→ **Exercise brief**
Starting at the first entry, print everything through the last exactly.
◆ ◆ ◆ ◆ ◆ ◆ ◆
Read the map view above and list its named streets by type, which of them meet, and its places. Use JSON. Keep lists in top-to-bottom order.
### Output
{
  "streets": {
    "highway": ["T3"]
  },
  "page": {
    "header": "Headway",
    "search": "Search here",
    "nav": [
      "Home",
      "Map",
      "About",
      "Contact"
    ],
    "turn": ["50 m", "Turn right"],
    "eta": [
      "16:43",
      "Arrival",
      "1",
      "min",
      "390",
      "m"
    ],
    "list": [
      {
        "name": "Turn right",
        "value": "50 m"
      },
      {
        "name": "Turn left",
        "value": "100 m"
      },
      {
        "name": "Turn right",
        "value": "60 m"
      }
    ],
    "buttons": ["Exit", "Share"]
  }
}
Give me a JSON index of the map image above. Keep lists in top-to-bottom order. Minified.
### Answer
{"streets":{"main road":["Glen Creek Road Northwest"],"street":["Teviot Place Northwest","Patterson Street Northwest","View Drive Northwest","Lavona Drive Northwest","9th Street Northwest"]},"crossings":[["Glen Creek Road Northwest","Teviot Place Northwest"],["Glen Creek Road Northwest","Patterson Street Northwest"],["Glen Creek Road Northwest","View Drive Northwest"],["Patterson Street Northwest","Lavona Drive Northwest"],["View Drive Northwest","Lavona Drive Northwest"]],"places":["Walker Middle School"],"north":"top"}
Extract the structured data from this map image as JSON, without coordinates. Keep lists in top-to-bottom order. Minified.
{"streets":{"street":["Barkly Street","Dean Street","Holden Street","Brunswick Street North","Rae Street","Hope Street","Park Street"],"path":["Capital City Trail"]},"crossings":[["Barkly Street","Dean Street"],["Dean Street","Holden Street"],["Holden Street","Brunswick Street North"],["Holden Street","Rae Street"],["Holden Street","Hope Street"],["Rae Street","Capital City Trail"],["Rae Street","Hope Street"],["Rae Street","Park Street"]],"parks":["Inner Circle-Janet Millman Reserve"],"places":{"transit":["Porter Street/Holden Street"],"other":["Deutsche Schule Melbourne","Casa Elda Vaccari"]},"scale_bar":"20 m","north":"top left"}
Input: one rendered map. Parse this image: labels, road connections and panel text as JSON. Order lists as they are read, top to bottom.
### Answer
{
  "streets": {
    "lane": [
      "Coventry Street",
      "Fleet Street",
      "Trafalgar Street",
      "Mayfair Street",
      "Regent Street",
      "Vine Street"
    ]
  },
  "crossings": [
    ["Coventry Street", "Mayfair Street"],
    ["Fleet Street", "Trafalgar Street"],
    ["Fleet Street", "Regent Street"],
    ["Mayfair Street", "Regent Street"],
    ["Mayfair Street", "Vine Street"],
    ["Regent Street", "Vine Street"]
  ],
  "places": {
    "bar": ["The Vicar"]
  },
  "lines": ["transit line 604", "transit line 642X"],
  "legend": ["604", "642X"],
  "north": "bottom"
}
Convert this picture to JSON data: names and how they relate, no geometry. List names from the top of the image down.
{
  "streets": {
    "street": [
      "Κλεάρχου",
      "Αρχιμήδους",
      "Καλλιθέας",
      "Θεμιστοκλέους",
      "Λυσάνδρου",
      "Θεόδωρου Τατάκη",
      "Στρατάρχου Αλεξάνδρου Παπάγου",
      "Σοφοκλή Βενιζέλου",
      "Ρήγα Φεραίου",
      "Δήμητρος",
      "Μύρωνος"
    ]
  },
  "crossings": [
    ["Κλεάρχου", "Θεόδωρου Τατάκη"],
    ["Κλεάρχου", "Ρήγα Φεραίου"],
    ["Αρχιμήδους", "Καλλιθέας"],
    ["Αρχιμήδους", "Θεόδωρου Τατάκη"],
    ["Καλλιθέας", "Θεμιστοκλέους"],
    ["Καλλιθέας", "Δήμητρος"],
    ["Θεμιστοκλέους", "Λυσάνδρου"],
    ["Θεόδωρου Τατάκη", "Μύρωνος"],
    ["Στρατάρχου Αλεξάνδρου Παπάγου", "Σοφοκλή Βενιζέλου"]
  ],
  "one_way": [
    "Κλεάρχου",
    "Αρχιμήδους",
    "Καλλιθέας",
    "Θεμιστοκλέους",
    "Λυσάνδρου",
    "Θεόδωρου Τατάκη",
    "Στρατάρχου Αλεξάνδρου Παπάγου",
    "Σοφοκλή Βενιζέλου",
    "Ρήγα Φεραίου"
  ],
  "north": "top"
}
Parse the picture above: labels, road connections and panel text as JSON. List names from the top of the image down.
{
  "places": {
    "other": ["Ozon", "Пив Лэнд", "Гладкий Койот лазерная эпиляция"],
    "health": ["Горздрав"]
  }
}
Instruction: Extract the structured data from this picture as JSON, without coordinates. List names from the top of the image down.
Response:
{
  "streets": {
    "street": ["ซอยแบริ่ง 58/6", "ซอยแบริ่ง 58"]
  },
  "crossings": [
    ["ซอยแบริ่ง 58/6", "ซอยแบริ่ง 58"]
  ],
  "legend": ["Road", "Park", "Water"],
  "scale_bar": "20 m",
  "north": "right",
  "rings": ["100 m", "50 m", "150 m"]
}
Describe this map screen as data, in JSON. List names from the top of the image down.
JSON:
◆ ◆ ◆ ◆ ◆ ◆ ◆
→ **Final answer**
Read the map view above and list its named streets by type, which of them meet, and its places. Use JSON. Keep lists in top-to-bottom order.
### Output
{
  "streets": {
    "highway": ["T3"]
  },
  "page": {
    "header": "Headway",
    "search": "Search here",
    "nav": [
      "Home",
      "Map",
      "About",
      "Contact"
    ],
    "turn": ["50 m", "Turn right"],
    "eta": [
      "16:43",
      "Arrival",
      "1",
      "min",
      "390",
      "m"
    ],
    "list": [
      {
        "name": "Turn right",
        "value": "50 m"
      },
      {
        "name": "Turn left",
        "value": "100 m"
      },
      {
        "name": "Turn right",
        "value": "60 m"
      }
    ],
    "buttons": ["Exit", "Share"]
  }
}
Give me a JSON index of the map image above. Keep lists in top-to-bottom order. Minified.
### Answer
{"streets":{"main road":["Glen Creek Road Northwest"],"street":["Teviot Place Northwest","Patterson Street Northwest","View Drive Northwest","Lavona Drive Northwest","9th Street Northwest"]},"crossings":[["Glen Creek Road Northwest","Teviot Place Northwest"],["Glen Creek Road Northwest","Patterson Street Northwest"],["Glen Creek Road Northwest","View Drive Northwest"],["Patterson Street Northwest","Lavona Drive Northwest"],["View Drive Northwest","Lavona Drive Northwest"]],"places":["Walker Middle School"],"north":"top"}
Extract the structured data from this map image as JSON, without coordinates. Keep lists in top-to-bottom order. Minified.
{"streets":{"street":["Barkly Street","Dean Street","Holden Street","Brunswick Street North","Rae Street","Hope Street","Park Street"],"path":["Capital City Trail"]},"crossings":[["Barkly Street","Dean Street"],["Dean Street","Holden Street"],["Holden Street","Brunswick Street North"],["Holden Street","Rae Street"],["Holden Street","Hope Street"],["Rae Street","Capital City Trail"],["Rae Street","Hope Street"],["Rae Street","Park Street"]],"parks":["Inner Circle-Janet Millman Reserve"],"places":{"transit":["Porter Street/Holden Street"],"other":["Deutsche Schule Melbourne","Casa Elda Vaccari"]},"scale_bar":"20 m","north":"top left"}
Input: one rendered map. Parse this image: labels, road connections and panel text as JSON. Order lists as they are read, top to bottom.
### Answer
{
  "streets": {
    "lane": [
      "Coventry Street",
      "Fleet Street",
      "Trafalgar Street",
      "Mayfair Street",
      "Regent Street",
      "Vine Street"
    ]
  },
  "crossings": [
    ["Coventry Street", "Mayfair Street"],
    ["Fleet Street", "Trafalgar Street"],
    ["Fleet Street", "Regent Street"],
    ["Mayfair Street", "Regent Street"],
    ["Mayfair Street", "Vine Street"],
    ["Regent Street", "Vine Street"]
  ],
  "places": {
    "bar": ["The Vicar"]
  },
  "lines": ["transit line 604", "transit line 642X"],
  "legend": ["604", "642X"],
  "north": "bottom"
}
Convert this picture to JSON data: names and how they relate, no geometry. List names from the top of the image down.
{
  "streets": {
    "street": [
      "Κλεάρχου",
      "Αρχιμήδους",
      "Καλλιθέας",
      "Θεμιστοκλέους",
      "Λυσάνδρου",
      "Θεόδωρου Τατάκη",
      "Στρατάρχου Αλεξάνδρου Παπάγου",
      "Σοφοκλή Βενιζέλου",
      "Ρήγα Φεραίου",
      "Δήμητρος",
      "Μύρωνος"
    ]
  },
  "crossings": [
    ["Κλεάρχου", "Θεόδωρου Τατάκη"],
    ["Κλεάρχου", "Ρήγα Φεραίου"],
    ["Αρχιμήδους", "Καλλιθέας"],
    ["Αρχιμήδους", "Θεόδωρου Τατάκη"],
    ["Καλλιθέας", "Θεμιστοκλέους"],
    ["Καλλιθέας", "Δήμητρος"],
    ["Θεμιστοκλέους", "Λυσάνδρου"],
    ["Θεόδωρου Τατάκη", "Μύρωνος"],
    ["Στρατάρχου Αλεξάνδρου Παπάγου", "Σοφοκλή Βενιζέλου"]
  ],
  "one_way": [
    "Κλεάρχου",
    "Αρχιμήδους",
    "Καλλιθέας",
    "Θεμιστοκλέους",
    "Λυσάνδρου",
    "Θεόδωρου Τατάκη",
    "Στρατάρχου Αλεξάνδρου Παπάγου",
    "Σοφοκλή Βενιζέλου",
    "Ρήγα Φεραίου"
  ],
  "north": "top"
}
Parse the picture above: labels, road connections and panel text as JSON. List names from the top of the image down.
{
  "places": {
    "other": ["Ozon", "Пив Лэнд", "Гладкий Койот лазерная эпиляция"],
    "health": ["Горздрав"]
  }
}
Instruction: Extract the structured data from this picture as JSON, without coordinates. List names from the top of the image down.
Response:
{
  "streets": {
    "street": ["ซอยแบริ่ง 58/6", "ซอยแบริ่ง 58"]
  },
  "crossings": [
    ["ซอยแบริ่ง 58/6", "ซอยแบริ่ง 58"]
  ],
  "legend": ["Road", "Park", "Water"],
  "scale_bar": "20 m",
  "north": "right",
  "rings": ["100 m", "50 m", "150 m"]
}
Describe this map screen as data, in JSON. List names from the top of the image down.
JSON:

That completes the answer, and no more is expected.